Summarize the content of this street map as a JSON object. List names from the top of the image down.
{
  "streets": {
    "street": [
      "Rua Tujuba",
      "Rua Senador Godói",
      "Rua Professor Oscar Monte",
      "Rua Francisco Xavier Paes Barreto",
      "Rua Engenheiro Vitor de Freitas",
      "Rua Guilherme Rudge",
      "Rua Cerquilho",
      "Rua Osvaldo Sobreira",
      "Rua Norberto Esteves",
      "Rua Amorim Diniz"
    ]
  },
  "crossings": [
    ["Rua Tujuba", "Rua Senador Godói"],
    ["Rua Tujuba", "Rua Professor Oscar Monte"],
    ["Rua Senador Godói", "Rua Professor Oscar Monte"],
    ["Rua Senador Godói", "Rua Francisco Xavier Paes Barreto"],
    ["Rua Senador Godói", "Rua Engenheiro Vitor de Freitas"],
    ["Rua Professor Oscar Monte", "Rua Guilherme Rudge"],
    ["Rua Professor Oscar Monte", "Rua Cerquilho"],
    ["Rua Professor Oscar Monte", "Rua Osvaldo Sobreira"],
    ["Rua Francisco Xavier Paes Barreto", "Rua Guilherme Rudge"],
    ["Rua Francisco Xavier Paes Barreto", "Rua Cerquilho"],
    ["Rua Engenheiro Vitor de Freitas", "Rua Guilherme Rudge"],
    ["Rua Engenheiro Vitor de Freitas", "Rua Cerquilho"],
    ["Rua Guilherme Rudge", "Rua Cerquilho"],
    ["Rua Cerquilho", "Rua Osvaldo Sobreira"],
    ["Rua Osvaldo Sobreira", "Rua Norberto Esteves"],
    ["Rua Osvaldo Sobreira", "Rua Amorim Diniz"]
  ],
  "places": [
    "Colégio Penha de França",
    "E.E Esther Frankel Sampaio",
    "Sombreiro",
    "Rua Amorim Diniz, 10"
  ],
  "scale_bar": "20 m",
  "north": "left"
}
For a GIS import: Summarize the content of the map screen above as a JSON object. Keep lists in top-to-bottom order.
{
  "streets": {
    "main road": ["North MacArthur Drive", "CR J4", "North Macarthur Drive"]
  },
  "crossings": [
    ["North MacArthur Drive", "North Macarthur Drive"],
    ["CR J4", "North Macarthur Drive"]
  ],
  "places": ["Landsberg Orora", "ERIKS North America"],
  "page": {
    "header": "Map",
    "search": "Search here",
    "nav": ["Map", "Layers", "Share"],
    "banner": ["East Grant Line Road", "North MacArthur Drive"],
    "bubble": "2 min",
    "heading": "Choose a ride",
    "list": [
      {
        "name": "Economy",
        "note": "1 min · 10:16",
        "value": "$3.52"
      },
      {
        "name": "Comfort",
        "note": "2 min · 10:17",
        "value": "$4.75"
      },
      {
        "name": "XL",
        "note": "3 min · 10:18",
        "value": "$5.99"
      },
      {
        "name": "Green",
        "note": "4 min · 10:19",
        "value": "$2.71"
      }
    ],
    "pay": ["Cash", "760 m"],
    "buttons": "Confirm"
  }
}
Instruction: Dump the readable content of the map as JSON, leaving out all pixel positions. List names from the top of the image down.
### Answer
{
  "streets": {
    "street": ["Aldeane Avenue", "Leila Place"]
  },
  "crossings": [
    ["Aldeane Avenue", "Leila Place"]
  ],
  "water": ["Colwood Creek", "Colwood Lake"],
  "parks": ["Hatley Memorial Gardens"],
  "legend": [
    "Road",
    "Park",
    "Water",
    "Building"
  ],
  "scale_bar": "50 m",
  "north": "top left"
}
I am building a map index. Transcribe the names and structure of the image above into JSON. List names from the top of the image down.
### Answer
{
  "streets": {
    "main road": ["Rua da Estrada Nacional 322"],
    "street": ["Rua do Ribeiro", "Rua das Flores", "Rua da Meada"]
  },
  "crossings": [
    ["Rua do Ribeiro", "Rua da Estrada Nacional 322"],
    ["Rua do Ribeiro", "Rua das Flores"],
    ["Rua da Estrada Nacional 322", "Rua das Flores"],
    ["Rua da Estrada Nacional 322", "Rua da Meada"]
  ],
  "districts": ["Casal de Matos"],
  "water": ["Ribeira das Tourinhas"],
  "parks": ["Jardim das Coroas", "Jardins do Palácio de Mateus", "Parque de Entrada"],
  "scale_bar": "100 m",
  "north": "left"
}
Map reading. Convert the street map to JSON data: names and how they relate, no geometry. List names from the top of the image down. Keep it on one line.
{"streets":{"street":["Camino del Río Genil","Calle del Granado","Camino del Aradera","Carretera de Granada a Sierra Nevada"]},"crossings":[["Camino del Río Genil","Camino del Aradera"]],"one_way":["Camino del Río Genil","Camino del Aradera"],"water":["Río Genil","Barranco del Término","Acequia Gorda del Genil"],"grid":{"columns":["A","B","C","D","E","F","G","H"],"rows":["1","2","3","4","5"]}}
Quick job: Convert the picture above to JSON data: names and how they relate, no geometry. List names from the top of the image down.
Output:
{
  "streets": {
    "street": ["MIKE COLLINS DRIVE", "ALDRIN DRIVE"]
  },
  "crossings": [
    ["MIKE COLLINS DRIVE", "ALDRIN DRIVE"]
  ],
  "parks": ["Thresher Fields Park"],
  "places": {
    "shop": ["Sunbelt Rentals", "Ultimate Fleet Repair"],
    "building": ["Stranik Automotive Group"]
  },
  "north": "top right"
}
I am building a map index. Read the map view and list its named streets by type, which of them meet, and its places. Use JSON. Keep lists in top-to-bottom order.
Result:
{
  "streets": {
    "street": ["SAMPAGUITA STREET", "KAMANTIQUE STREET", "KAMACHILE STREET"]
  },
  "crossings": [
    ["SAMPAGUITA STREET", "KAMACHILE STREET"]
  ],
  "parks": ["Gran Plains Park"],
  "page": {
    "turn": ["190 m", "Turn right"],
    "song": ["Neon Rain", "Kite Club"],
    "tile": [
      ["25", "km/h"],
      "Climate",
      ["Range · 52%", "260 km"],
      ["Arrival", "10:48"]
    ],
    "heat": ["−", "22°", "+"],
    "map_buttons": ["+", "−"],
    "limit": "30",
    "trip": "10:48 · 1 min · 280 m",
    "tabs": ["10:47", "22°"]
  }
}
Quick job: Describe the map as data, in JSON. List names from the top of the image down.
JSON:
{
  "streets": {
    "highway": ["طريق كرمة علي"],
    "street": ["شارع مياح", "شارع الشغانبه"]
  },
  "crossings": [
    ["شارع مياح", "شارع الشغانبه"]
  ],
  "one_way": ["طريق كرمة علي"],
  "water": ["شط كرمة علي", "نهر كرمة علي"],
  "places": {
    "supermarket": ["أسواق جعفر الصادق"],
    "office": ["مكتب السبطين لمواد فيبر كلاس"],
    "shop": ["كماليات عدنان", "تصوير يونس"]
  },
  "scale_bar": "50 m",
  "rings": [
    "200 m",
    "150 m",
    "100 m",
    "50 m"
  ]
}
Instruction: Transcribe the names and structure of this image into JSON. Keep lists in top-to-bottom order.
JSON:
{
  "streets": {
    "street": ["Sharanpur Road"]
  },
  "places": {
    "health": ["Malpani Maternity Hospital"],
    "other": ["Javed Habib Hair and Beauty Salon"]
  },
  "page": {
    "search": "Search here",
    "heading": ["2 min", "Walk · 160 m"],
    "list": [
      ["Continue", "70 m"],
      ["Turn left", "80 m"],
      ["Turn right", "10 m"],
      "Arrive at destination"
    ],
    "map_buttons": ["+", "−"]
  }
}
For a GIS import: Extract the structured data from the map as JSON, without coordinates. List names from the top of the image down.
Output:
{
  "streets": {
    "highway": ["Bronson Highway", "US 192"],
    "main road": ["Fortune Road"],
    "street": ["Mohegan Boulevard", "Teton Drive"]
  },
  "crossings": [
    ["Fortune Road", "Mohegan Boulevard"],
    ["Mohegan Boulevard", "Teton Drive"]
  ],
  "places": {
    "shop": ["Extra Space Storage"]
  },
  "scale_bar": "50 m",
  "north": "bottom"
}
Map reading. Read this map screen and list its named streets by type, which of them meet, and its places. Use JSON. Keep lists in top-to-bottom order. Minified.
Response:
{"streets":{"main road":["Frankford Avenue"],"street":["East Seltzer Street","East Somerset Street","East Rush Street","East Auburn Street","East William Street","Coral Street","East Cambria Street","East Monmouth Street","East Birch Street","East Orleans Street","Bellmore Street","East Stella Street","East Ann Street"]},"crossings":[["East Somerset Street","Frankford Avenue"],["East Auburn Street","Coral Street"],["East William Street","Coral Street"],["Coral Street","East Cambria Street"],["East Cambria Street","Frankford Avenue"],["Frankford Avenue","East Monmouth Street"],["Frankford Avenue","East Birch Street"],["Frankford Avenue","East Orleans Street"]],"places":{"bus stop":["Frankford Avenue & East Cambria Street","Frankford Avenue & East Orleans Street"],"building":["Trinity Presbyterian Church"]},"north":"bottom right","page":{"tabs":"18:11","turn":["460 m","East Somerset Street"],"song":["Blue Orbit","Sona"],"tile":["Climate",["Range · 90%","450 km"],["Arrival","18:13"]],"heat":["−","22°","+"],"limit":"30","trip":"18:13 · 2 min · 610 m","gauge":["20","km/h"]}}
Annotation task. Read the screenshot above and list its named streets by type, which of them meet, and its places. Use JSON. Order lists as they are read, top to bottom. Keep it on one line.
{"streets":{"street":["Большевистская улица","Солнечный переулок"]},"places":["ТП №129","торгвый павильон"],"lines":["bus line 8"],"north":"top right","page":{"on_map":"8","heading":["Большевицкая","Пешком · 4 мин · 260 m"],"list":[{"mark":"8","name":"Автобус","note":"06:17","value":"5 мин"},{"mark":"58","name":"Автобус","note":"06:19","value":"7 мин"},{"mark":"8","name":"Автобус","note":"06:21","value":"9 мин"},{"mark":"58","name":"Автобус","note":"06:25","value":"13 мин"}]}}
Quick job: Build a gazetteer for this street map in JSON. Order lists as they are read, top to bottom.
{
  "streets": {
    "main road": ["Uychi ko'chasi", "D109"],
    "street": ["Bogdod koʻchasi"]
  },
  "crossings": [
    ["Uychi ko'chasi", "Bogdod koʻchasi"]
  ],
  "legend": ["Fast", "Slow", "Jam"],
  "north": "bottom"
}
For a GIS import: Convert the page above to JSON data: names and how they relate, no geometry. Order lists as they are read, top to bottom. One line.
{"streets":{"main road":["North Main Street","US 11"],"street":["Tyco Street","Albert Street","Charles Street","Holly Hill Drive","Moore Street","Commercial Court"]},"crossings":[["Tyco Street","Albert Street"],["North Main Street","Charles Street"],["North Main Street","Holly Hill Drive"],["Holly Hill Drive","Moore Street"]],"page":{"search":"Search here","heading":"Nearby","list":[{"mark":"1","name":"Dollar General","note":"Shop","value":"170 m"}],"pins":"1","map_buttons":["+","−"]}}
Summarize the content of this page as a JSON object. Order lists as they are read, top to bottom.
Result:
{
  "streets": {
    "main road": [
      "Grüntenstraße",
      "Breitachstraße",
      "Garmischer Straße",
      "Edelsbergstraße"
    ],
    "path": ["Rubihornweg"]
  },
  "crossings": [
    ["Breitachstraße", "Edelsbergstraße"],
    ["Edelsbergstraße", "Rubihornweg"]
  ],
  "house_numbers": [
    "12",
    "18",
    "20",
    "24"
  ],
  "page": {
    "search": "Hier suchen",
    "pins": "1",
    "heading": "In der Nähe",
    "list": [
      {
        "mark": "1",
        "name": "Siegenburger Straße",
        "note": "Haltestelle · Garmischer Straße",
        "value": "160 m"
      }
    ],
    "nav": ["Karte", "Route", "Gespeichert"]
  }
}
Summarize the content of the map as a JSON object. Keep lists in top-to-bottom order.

## [Brief]
Only one part of the material above is to be transcribed, namely the lines starting with the line that has "I am building a map index. Read" and going on through the line that has "Instruction: Transcribe the", exactly as they stand.

## [Exercise answer]
I am building a map index. Read the map view and list its named streets by type, which of them meet, and its places. Use JSON. Keep lists in top-to-bottom order.
Result:
{
  "streets": {
    "street": ["SAMPAGUITA STREET", "KAMANTIQUE STREET", "KAMACHILE STREET"]
  },
  "crossings": [
    ["SAMPAGUITA STREET", "KAMACHILE STREET"]
  ],
  "parks": ["Gran Plains Park"],
  "page": {
    "turn": ["190 m", "Turn right"],
    "song": ["Neon Rain", "Kite Club"],
    "tile": [
      ["25", "km/h"],
      "Climate",
      ["Range · 52%", "260 km"],
      ["Arrival", "10:48"]
    ],
    "heat": ["−", "22°", "+"],
    "map_buttons": ["+", "−"],
    "limit": "30",
    "trip": "10:48 · 1 min · 280 m",
    "tabs": ["10:47", "22°"]
  }
}
Quick job: Describe the map as data, in JSON. List names from the top of the image down.
JSON:
{
  "streets": {
    "highway": ["طريق كرمة علي"],
    "street": ["شارع مياح", "شارع الشغانبه"]
  },
  "crossings": [
    ["شارع مياح", "شارع الشغانبه"]
  ],
  "one_way": ["طريق كرمة علي"],
  "water": ["شط كرمة علي", "نهر كرمة علي"],
  "places": {
    "supermarket": ["أسواق جعفر الصادق"],
    "office": ["مكتب السبطين لمواد فيبر كلاس"],
    "shop": ["كماليات عدنان", "تصوير يونس"]
  },
  "scale_bar": "50 m",
  "rings": [
    "200 m",
    "150 m",
    "100 m",
    "50 m"
  ]
}
Instruction: Transcribe the names and structure of this image into JSON. Keep lists in top-to-bottom order.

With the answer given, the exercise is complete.